- Dataset extract -
========================================================================
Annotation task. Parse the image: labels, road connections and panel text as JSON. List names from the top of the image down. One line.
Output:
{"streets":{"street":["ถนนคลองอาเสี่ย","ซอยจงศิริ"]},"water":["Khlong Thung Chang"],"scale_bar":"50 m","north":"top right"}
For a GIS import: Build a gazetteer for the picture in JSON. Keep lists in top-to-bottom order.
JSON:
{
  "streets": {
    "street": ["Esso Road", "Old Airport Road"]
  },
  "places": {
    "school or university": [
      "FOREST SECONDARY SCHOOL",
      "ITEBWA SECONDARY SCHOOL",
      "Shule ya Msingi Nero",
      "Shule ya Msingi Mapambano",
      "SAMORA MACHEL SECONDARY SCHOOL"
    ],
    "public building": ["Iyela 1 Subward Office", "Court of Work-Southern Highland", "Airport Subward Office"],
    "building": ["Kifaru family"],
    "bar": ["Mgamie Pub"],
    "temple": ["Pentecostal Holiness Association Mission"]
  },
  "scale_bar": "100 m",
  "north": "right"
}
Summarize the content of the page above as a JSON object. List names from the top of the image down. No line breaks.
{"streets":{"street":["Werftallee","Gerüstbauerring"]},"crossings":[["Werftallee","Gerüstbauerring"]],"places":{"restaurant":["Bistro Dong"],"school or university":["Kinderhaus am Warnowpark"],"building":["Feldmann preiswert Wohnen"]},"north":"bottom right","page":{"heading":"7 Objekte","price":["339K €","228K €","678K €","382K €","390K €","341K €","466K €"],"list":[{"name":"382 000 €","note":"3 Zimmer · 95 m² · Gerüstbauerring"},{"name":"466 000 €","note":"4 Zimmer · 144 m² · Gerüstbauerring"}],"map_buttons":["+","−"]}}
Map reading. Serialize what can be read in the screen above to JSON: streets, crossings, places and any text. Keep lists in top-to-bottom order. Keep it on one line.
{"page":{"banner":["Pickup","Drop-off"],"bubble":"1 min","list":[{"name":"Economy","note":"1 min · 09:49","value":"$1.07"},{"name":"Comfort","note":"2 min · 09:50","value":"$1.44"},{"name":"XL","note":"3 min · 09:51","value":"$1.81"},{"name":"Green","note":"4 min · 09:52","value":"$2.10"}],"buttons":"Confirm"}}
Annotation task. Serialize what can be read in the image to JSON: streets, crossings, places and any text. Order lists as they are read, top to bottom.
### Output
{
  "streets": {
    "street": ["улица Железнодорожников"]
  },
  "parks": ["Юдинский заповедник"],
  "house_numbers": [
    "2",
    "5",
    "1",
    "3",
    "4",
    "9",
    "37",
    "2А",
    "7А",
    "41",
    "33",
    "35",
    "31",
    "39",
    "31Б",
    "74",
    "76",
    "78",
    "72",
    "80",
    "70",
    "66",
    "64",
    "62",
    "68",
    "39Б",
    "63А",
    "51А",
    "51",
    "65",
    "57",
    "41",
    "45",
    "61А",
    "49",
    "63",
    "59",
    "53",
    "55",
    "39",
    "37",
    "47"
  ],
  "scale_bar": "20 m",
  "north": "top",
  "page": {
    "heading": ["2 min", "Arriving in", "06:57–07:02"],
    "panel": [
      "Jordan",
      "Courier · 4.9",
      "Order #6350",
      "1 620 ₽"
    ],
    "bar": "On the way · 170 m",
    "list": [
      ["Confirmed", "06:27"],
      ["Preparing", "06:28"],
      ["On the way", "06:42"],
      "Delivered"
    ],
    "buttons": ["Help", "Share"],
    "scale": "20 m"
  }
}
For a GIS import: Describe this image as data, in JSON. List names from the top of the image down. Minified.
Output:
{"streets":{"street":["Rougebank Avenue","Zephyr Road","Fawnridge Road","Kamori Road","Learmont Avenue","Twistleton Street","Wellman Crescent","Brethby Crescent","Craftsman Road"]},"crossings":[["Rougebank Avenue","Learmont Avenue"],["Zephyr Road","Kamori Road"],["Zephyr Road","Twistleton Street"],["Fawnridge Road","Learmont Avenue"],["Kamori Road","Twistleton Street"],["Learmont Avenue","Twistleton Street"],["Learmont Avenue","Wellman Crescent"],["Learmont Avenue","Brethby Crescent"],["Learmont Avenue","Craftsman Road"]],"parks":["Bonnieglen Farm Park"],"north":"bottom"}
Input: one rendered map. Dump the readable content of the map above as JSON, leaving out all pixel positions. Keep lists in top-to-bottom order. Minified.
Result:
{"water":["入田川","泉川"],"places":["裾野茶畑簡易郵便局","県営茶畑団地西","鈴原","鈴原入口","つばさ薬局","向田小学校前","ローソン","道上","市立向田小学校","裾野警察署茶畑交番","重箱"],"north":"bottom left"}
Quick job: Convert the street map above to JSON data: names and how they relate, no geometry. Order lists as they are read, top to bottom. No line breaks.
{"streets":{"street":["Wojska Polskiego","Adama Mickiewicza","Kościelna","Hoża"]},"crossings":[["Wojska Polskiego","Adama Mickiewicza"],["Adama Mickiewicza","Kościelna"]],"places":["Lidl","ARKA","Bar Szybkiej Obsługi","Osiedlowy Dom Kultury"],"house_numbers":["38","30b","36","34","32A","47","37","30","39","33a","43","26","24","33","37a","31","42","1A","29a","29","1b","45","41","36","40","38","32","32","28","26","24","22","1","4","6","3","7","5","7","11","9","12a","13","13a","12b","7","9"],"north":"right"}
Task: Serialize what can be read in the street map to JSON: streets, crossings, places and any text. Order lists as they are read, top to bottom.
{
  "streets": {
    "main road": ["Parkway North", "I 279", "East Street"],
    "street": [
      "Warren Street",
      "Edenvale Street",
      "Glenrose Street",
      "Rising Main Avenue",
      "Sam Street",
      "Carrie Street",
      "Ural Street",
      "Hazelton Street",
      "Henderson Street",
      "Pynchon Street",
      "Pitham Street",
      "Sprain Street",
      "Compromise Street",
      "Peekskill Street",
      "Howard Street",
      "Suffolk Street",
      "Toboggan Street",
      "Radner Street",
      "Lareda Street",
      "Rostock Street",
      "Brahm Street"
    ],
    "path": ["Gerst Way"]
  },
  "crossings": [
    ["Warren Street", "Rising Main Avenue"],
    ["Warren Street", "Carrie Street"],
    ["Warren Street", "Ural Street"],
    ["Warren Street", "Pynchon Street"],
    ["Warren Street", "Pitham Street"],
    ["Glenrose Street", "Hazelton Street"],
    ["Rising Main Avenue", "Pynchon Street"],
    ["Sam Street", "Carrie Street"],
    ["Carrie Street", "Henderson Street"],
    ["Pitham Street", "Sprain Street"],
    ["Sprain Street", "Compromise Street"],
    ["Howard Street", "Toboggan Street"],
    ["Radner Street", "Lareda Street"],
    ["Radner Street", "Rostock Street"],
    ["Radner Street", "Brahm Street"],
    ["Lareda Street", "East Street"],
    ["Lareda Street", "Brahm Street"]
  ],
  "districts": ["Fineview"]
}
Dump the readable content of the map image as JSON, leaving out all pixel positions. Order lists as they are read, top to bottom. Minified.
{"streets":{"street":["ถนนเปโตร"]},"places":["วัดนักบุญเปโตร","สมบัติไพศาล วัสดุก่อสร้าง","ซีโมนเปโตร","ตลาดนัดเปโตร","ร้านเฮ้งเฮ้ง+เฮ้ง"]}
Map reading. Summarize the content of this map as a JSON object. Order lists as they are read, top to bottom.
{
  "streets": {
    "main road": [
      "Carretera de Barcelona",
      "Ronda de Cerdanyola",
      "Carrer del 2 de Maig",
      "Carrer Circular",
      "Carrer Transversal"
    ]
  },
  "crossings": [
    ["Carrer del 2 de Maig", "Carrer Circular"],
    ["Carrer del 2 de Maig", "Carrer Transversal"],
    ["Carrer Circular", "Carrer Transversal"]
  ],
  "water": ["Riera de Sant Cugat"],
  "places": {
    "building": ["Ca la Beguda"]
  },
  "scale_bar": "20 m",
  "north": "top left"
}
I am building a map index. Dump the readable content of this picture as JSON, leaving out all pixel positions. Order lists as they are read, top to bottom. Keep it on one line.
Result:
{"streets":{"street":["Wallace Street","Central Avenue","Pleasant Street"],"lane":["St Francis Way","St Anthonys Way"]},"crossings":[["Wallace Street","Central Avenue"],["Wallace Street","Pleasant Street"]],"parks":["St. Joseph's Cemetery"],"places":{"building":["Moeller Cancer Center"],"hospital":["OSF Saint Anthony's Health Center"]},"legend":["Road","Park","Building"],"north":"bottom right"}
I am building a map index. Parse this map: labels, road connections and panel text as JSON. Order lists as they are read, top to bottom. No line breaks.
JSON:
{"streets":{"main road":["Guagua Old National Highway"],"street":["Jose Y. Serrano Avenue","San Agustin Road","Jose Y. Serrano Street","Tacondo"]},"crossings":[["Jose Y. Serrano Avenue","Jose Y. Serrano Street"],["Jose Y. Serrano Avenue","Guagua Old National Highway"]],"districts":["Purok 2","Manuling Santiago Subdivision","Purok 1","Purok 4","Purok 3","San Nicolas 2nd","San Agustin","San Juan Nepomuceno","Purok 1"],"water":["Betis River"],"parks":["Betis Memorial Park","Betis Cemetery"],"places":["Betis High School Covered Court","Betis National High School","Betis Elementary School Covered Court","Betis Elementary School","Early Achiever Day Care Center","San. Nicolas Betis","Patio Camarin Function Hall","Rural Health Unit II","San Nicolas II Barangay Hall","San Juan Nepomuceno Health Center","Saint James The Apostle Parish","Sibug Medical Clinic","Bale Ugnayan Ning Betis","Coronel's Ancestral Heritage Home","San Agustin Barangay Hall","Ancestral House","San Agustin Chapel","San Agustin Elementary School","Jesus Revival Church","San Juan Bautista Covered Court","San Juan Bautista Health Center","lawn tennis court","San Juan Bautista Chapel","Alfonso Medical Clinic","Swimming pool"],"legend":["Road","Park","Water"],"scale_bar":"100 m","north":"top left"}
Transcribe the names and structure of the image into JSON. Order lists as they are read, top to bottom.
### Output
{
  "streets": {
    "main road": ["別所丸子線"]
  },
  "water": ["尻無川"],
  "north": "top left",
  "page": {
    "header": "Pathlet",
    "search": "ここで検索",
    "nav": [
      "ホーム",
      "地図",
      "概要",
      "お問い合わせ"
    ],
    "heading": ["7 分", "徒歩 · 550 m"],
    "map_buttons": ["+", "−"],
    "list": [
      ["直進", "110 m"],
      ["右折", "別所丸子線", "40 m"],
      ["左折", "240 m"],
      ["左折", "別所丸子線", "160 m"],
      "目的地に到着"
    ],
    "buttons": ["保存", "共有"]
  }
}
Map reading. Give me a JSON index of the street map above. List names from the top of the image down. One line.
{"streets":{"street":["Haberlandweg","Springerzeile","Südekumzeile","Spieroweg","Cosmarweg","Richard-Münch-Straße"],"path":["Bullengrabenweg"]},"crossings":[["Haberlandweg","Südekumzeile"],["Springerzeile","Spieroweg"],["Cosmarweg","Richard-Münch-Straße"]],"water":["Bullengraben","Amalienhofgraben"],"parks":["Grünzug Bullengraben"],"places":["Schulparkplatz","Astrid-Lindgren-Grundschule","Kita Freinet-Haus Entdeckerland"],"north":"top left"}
========================================================================
From the line with "Map reading. Give" to the final line of the listing, write out each line unchanged. Add nothing.

Map reading. Give me a JSON index of the street map above. List names from the top of the image down. One line.
{"streets":{"street":["Haberlandweg","Springerzeile","Südekumzeile","Spieroweg","Cosmarweg","Richard-Münch-Straße"],"path":["Bullengrabenweg"]},"crossings":[["Haberlandweg","Südekumzeile"],["Springerzeile","Spieroweg"],["Cosmarweg","Richard-Münch-Straße"]],"water":["Bullengraben","Amalienhofgraben"],"parks":["Grünzug Bullengraben"],"places":["Schulparkplatz","Astrid-Lindgren-Grundschule","Kita Freinet-Haus Entdeckerland"],"north":"top left"}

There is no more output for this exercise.